I believe there are as many types of saints as there are souls to be saved. – Flannery O’Connor
I’ve decided I’m stopping after this — writing pandemic essays — but I can’t promise. I suspect I’ll need to redirect my thoughts to the election in November. That’s a different column, and probably one that will never be written. Contributing to divisiveness is not a calling I want to pursue. The first time I put on a face mask helped me understand a new kind of wall between us. Anonymity appeared as smiles disappeared.
Has a month ever passed so quickly or slowly as April? I don’t adhere well to rules and I’m not sure I’ve done a great job with the Covid-19 guidelines although I’m a better hand washer, and I’m using sanitizer after I pump gas. There is an odd part of me that is going to miss staying at home. In another housebound conversation, my husband declared that there have never been times like these, and I teased him about the seriousness of his pronouncement, tired of the magnitude of these days.
I’m not going to miss images of mass graves on Hart Island in New York or refrigeration trucks lining the streets of a city I love. I dread the after effects of this virus wondering how unemployment, more national debt, and loss incurred by families and small businesses will haunt us in the years ahead.
I’ve been sad during this crisis. Maybe it’s the loss of serenity over things I cannot change and the flaccid realization of how little I can help. Loss has settled in the air like a second layer of dense ozone, only this one can’t be perforated by something as light as aerosol spray. It takes community, and as connected as we are through technology, virtual reality lacks the trustworthiness of touch.
I’m already tired of the phrase the new normal. I’ve never been certain of the old normal, of anything normal. What is normal? For me, normal has always implied boredom, the status quo, the unexceptional. Nothingis normal. Unnormalness makes life interesting.
I don’t want to witness pain or suffering, sickness or death. But guess what? I don’t always get what I want and I just got a whole big dose of it with warnings of more to come. I sound like a spoiled brat. Guess I’ve learned that too. I’m spoiled. Spoiled with good health, spoiled in the comfort of retirement, spoiled with food on the table, a paid mortgage, two cars in the driveway, health insurance, a well-fed dog, soap, toothpaste, and toilet paper. I’m spoiled with virtual church services. I don’t have to plan one-half hour ahead to be in a pew when the bells are ringing.
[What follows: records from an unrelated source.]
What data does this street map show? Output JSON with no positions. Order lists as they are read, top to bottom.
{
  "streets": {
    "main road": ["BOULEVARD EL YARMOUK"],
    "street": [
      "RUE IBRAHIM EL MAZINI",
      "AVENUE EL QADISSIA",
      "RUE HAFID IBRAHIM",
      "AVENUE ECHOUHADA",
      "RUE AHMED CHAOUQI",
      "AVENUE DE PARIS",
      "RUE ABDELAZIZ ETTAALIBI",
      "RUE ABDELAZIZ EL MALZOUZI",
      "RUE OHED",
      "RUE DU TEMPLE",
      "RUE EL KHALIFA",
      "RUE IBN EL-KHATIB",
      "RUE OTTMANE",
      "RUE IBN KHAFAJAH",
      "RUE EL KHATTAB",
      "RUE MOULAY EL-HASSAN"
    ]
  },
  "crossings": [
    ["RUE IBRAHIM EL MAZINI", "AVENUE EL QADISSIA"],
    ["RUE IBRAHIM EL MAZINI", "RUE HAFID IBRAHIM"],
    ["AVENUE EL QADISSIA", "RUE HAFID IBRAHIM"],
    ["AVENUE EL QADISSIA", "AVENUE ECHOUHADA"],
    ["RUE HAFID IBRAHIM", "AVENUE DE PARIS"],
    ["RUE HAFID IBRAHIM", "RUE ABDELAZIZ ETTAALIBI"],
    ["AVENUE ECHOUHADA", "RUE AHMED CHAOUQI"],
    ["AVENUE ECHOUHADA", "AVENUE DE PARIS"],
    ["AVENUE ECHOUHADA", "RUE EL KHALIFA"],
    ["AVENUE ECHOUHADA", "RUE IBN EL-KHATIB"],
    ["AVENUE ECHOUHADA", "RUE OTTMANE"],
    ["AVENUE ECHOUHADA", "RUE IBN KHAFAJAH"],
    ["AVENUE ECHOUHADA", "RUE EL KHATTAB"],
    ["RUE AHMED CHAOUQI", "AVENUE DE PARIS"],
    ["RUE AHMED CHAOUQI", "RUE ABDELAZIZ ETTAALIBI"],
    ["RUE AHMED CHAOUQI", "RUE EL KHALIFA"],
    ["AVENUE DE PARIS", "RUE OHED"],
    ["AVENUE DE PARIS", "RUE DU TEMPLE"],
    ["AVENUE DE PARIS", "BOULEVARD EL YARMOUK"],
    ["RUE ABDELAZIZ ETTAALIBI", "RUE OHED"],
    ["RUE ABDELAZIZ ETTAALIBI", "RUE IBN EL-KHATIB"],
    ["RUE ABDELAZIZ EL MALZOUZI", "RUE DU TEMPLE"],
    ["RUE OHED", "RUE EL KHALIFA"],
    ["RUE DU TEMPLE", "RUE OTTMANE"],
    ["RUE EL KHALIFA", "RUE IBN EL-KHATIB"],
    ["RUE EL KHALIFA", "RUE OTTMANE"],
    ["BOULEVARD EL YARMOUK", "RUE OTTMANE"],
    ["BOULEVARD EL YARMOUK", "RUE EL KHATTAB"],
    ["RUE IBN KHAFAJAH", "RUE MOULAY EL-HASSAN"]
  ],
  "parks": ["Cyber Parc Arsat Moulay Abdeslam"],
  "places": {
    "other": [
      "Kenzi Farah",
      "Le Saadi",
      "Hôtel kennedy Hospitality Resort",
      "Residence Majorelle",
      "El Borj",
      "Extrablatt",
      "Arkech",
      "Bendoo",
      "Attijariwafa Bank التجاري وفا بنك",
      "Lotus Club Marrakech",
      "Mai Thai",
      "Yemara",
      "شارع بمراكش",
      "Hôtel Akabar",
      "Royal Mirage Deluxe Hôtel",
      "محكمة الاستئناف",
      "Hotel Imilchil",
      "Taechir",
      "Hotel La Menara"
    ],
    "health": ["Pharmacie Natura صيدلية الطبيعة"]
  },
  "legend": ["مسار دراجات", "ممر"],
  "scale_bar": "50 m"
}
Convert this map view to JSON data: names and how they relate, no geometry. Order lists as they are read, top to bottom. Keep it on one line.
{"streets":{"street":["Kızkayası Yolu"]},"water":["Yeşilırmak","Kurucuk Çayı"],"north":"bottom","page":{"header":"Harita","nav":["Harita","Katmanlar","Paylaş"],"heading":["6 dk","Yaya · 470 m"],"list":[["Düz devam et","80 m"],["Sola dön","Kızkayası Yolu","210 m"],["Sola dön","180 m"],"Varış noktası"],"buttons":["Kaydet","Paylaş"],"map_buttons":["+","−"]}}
I don’t have to shower. I still don’t have to sing.
Virus days. They represent loss on so many levels and yet, they embody growth. That’s what loss does, right? Makes us grow? What doesn’t kill us makes us stronger even as we gag on the cliché because this affliction is killing some of us. And of course, as Americans, we have the right to congregate and protest. Hell, I have the right to write this stuff. You have the right not to read it. Take it or leave it. More clichés.
During these stretched out days of flattening curves, I opened a letter from my monk friend in Chicago. A card slipped out. St. Corona. For a moment, I forgot about the virus and thought, Corona beer?(There’s a brand name that will never be the same!) And then I read more closely. St. Corona, Patroness of Epidemic Victims. You’ve got to be kidding me. She hails from northern Italy, a Covid hotbed. It gets crazier. Tied to two bent palm trees (visions of our South Carolina state tree), Corona was torn apart when the tree trunks were released. Inventive, but where’s the correlation with epidemiology? Turns out her real gift was comforting the suffering.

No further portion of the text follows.